** TASK TO CARRY OUT **
Go through the entries and transcribe each one exactly, dropping the pictures.
***** RECORDS PROVIDED
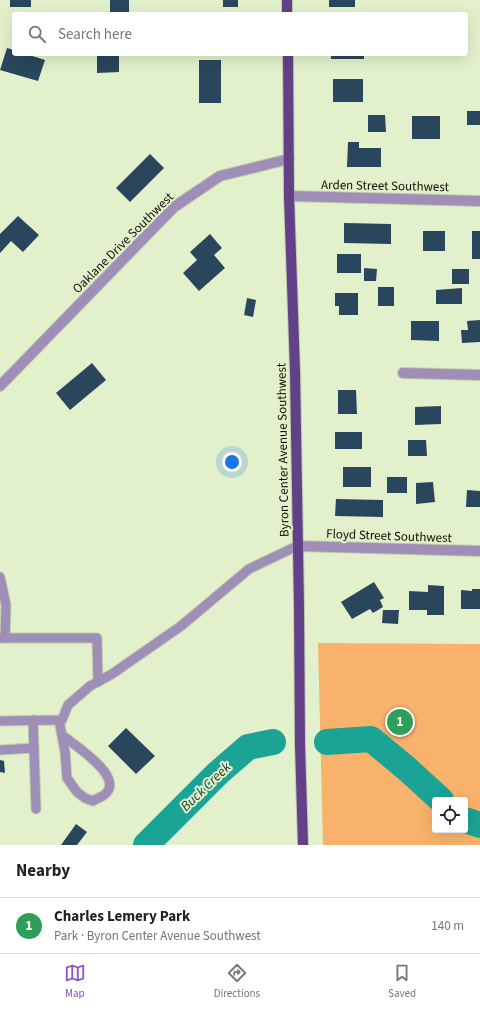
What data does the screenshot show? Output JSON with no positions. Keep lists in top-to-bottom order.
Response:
{
  "streets": {
    "main road": ["Byron Center Avenue Southwest"],
    "street": ["Arden Street Southwest", "Oaklane Drive Southwest", "Floyd Street Southwest"]
  },
  "crossings": [
    ["Arden Street Southwest", "Byron Center Avenue Southwest"],
    ["Oaklane Drive Southwest", "Byron Center Avenue Southwest"],
    ["Byron Center Avenue Southwest", "Floyd Street Southwest"]
  ],
  "water": ["Buck Creek"],
  "page": {
    "search": "Search here",
    "pins": "1",
    "heading": "Nearby",
    "list": [
      {
        "mark": "1",
        "name": "Charles Lemery Park",
        "note": "Park · Byron Center Avenue Southwest",
        "value": "140 m"
      }
    ],
    "nav": ["Map", "Directions", "Saved"]
  }
}
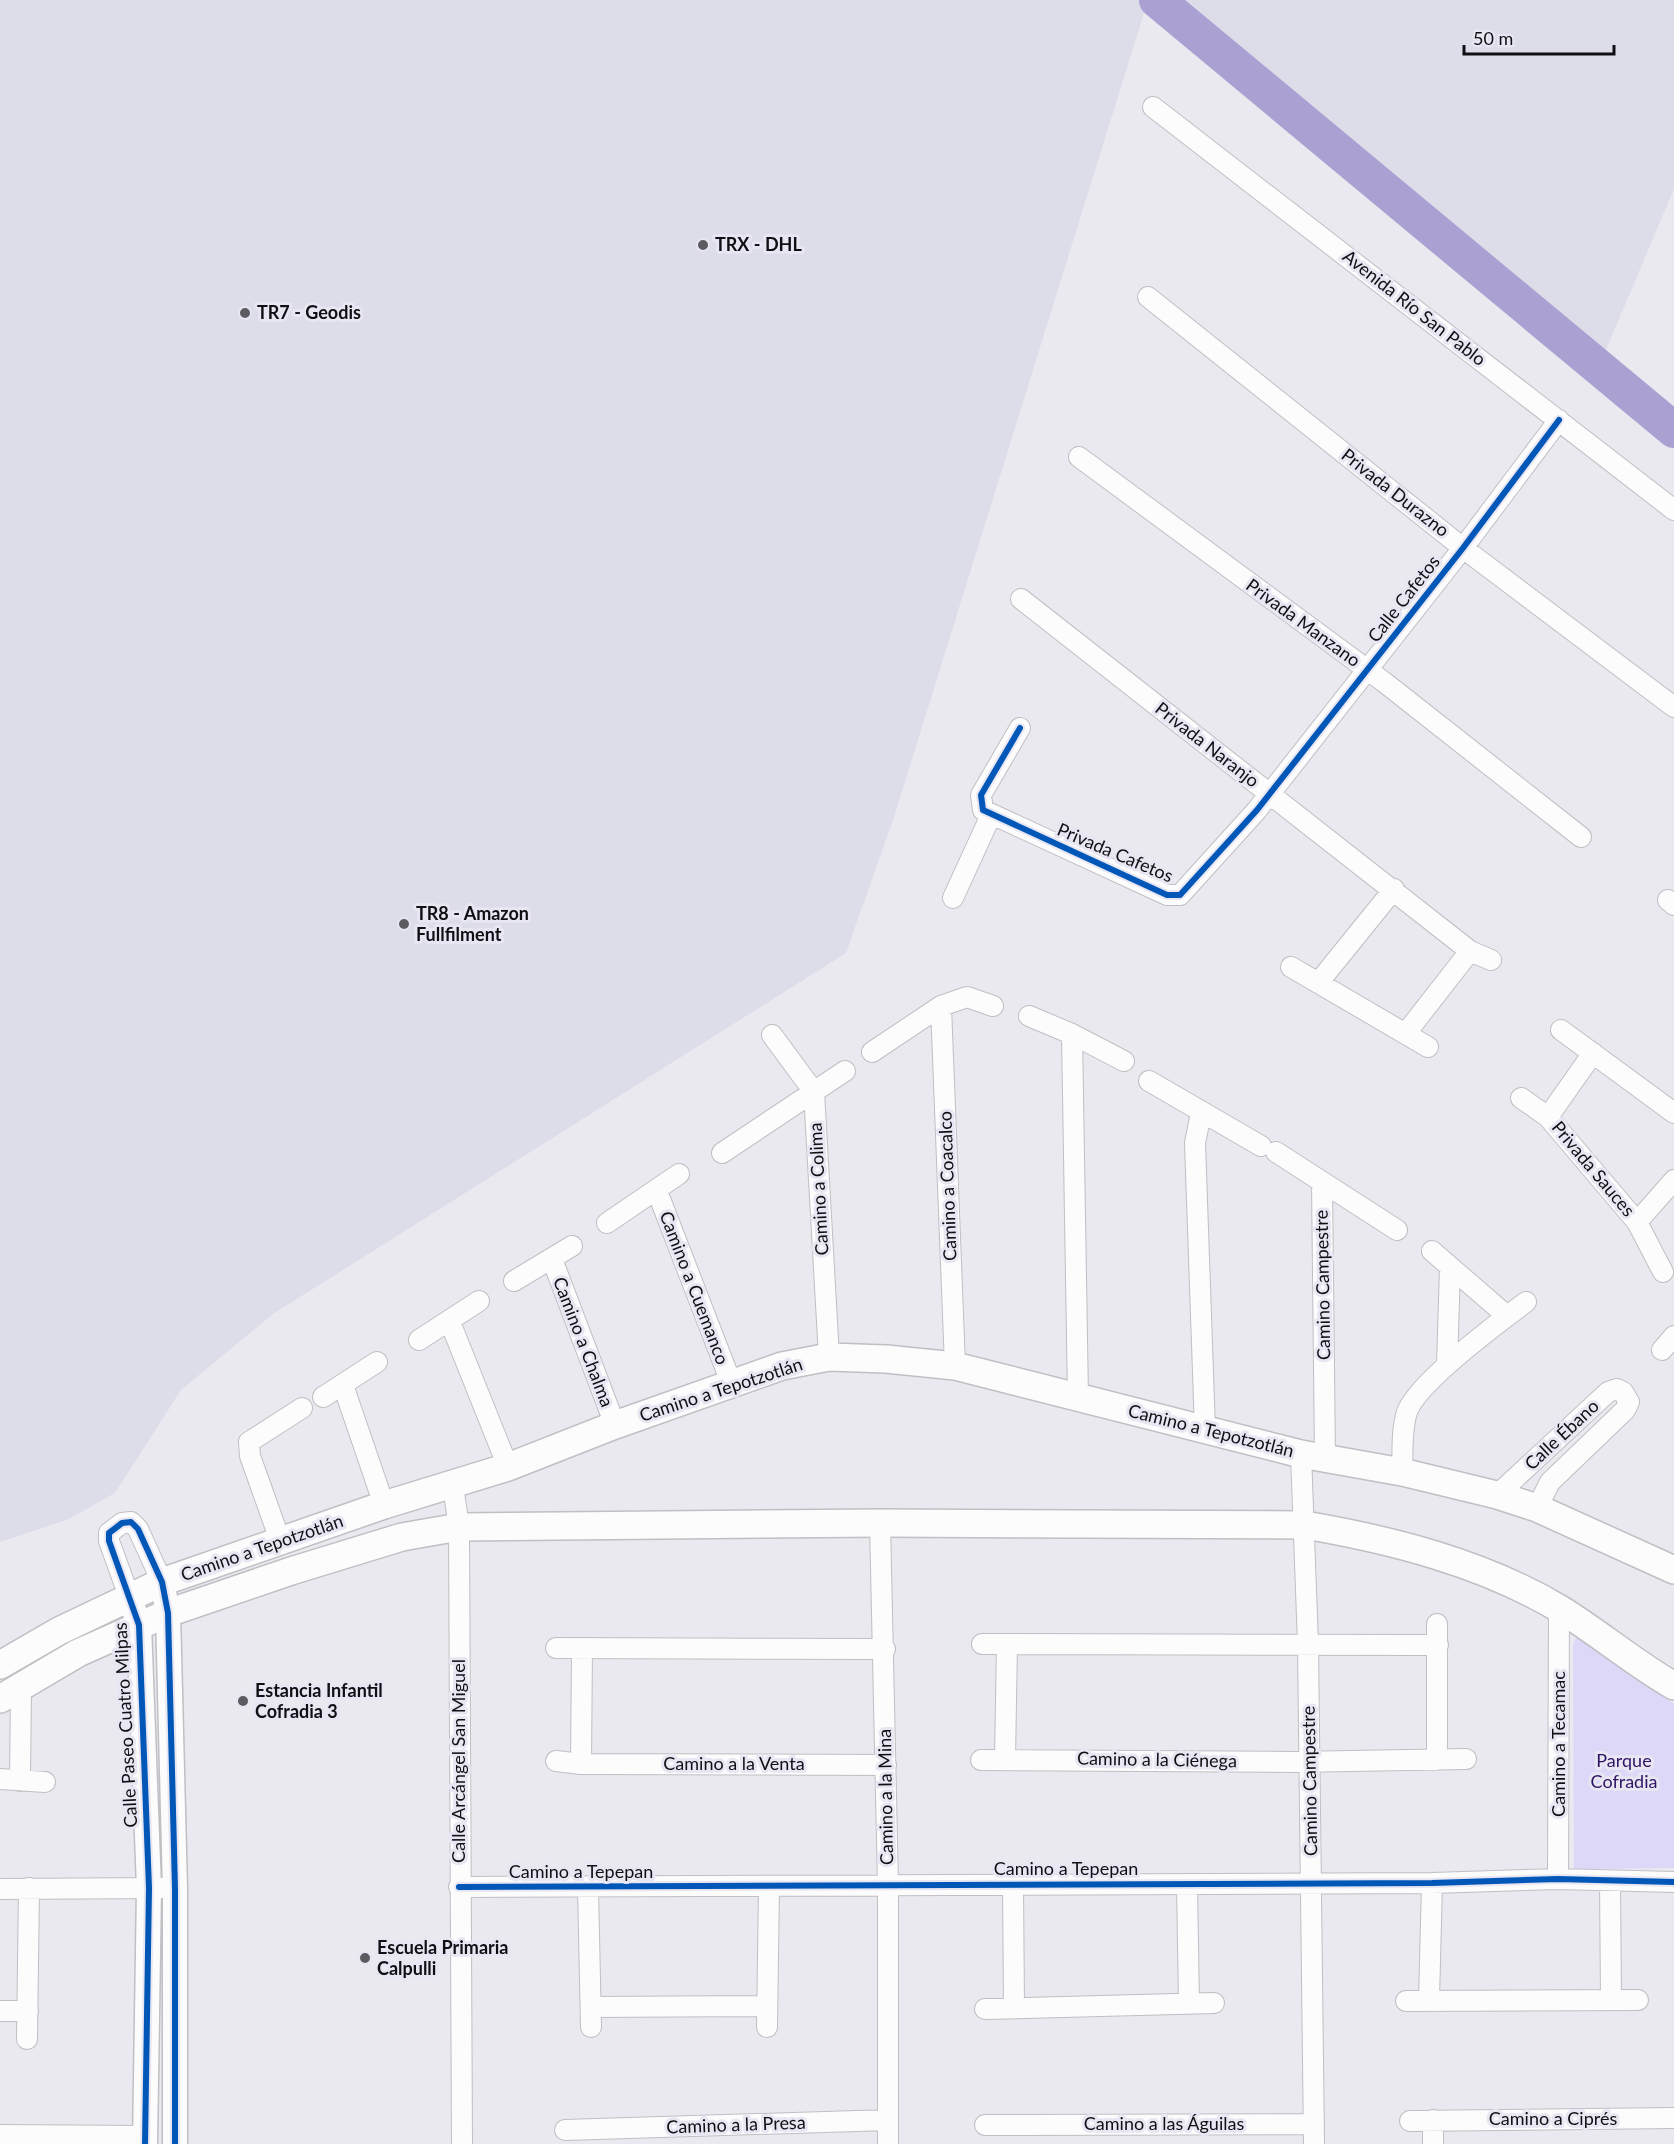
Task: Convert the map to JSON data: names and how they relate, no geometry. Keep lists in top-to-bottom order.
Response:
{
  "streets": {
    "main road": ["Camino a Tepotzotlán"],
    "street": [
      "Avenida Río San Pablo",
      "Privada Durazno",
      "Calle Cafetos",
      "Privada Manzano",
      "Privada Naranjo",
      "Privada Cafetos",
      "Privada Sauces",
      "Camino a Coacalco",
      "Camino a Colima",
      "Camino Campestre",
      "Camino a Cuemanco",
      "Camino a Chalma",
      "Calle Ébano",
      "Calle Paseo Cuatro Milpas",
      "Camino a Tecamac",
      "Camino a la Ciénega",
      "Calle Arcángel San Miguel",
      "Camino a la Venta",
      "Camino a la Mina",
      "Camino a Tepepan",
      "Camino a Ciprés",
      "Camino a las Águilas",
      "Camino a la Presa"
    ]
  },
  "crossings": [
    ["Avenida Río San Pablo", "Calle Cafetos"],
    ["Privada Durazno", "Calle Cafetos"],
    ["Calle Cafetos", "Privada Manzano"],
    ["Calle Cafetos", "Privada Naranjo"],
    ["Calle Cafetos", "Privada Cafetos"],
    ["Privada Naranjo", "Privada Cafetos"],
    ["Camino a Coacalco", "Camino a Tepotzotlán"],
    ["Camino a Colima", "Camino a Tepotzotlán"],
    ["Camino Campestre", "Camino a Tepotzotlán"],
    ["Camino Campestre", "Camino a la Ciénega"],
    ["Camino Campestre", "Camino a Tepepan"],
    ["Camino Campestre", "Camino a las Águilas"],
    ["Camino a Cuemanco", "Camino a Tepotzotlán"],
    ["Camino a Chalma", "Camino a Tepotzotlán"],
    ["Camino a Tepotzotlán", "Calle Ébano"],
    ["Camino a Tepotzotlán", "Calle Paseo Cuatro Milpas"],
    ["Camino a Tepotzotlán", "Camino a Tecamac"],
    ["Camino a Tepotzotlán", "Calle Arcángel San Miguel"],
    ["Camino a Tepotzotlán", "Camino a la Mina"],
    ["Camino a Tecamac", "Camino a Tepepan"],
    ["Calle Arcángel San Miguel", "Camino a Tepepan"],
    ["Camino a la Venta", "Camino a la Mina"],
    ["Camino a la Mina", "Camino a Tepepan"],
    ["Camino a la Mina", "Camino a la Presa"]
  ],
  "parks": ["Parque Cofradia"],
  "places": [
    "TRX - DHL",
    "TR7 - Geodis",
    "TR8 - Amazon Fullfilment",
    "Estancia Infantil Cofradia 3",
    "Escuela Primaria Calpulli"
  ],
  "scale_bar": "50 m"
}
**********
** OUTPUT OF THE TASK **
What data does the screenshot show? Output JSON with no positions. Keep lists in top-to-bottom order.
Response:
{
  "streets": {
    "main road": ["Byron Center Avenue Southwest"],
    "street": ["Arden Street Southwest", "Oaklane Drive Southwest", "Floyd Street Southwest"]
  },
  "crossings": [
    ["Arden Street Southwest", "Byron Center Avenue Southwest"],
    ["Oaklane Drive Southwest", "Byron Center Avenue Southwest"],
    ["Byron Center Avenue Southwest", "Floyd Street Southwest"]
  ],
  "water": ["Buck Creek"],
  "page": {
    "search": "Search here",
    "pins": "1",
    "heading": "Nearby",
    "list": [
      {
        "mark": "1",
        "name": "Charles Lemery Park",
        "note": "Park · Byron Center Avenue Southwest",
        "value": "140 m"
      }
    ],
    "nav": ["Map", "Directions", "Saved"]
  }
}
Task: Convert the map to JSON data: names and how they relate, no geometry. Keep lists in top-to-bottom order.
Response:
{
  "streets": {
    "main road": ["Camino a Tepotzotlán"],
    "street": [
      "Avenida Río San Pablo",
      "Privada Durazno",
      "Calle Cafetos",
      "Privada Manzano",
      "Privada Naranjo",
      "Privada Cafetos",
      "Privada Sauces",
      "Camino a Coacalco",
      "Camino a Colima",
      "Camino Campestre",
      "Camino a Cuemanco",
      "Camino a Chalma",
      "Calle Ébano",
      "Calle Paseo Cuatro Milpas",
      "Camino a Tecamac",
      "Camino a la Ciénega",
      "Calle Arcángel San Miguel",
      "Camino a la Venta",
      "Camino a la Mina",
      "Camino a Tepepan",
      "Camino a Ciprés",
      "Camino a las Águilas",
      "Camino a la Presa"
    ]
  },
  "crossings": [
    ["Avenida Río San Pablo", "Calle Cafetos"],
    ["Privada Durazno", "Calle Cafetos"],
    ["Calle Cafetos", "Privada Manzano"],
    ["Calle Cafetos", "Privada Naranjo"],
    ["Calle Cafetos", "Privada Cafetos"],
    ["Privada Naranjo", "Privada Cafetos"],
    ["Camino a Coacalco", "Camino a Tepotzotlán"],
    ["Camino a Colima", "Camino a Tepotzotlán"],
    ["Camino Campestre", "Camino a Tepotzotlán"],
    ["Camino Campestre", "Camino a la Ciénega"],
    ["Camino Campestre", "Camino a Tepepan"],
    ["Camino Campestre", "Camino a las Águilas"],
    ["Camino a Cuemanco", "Camino a Tepotzotlán"],
    ["Camino a Chalma", "Camino a Tepotzotlán"],
    ["Camino a Tepotzotlán", "Calle Ébano"],
    ["Camino a Tepotzotlán", "Calle Paseo Cuatro Milpas"],
    ["Camino a Tepotzotlán", "Camino a Tecamac"],
    ["Camino a Tepotzotlán", "Calle Arcángel San Miguel"],
    ["Camino a Tepotzotlán", "Camino a la Mina"],
    ["Camino a Tecamac", "Camino a Tepepan"],
    ["Calle Arcángel San Miguel", "Camino a Tepepan"],
    ["Camino a la Venta", "Camino a la Mina"],
    ["Camino a la Mina", "Camino a Tepepan"],
    ["Camino a la Mina", "Camino a la Presa"]
  ],
  "parks": ["Parque Cofradia"],
  "places": [
    "TRX - DHL",
    "TR7 - Geodis",
    "TR8 - Amazon Fullfilment",
    "Estancia Infantil Cofradia 3",
    "Escuela Primaria Calpulli"
  ],
  "scale_bar": "50 m"
}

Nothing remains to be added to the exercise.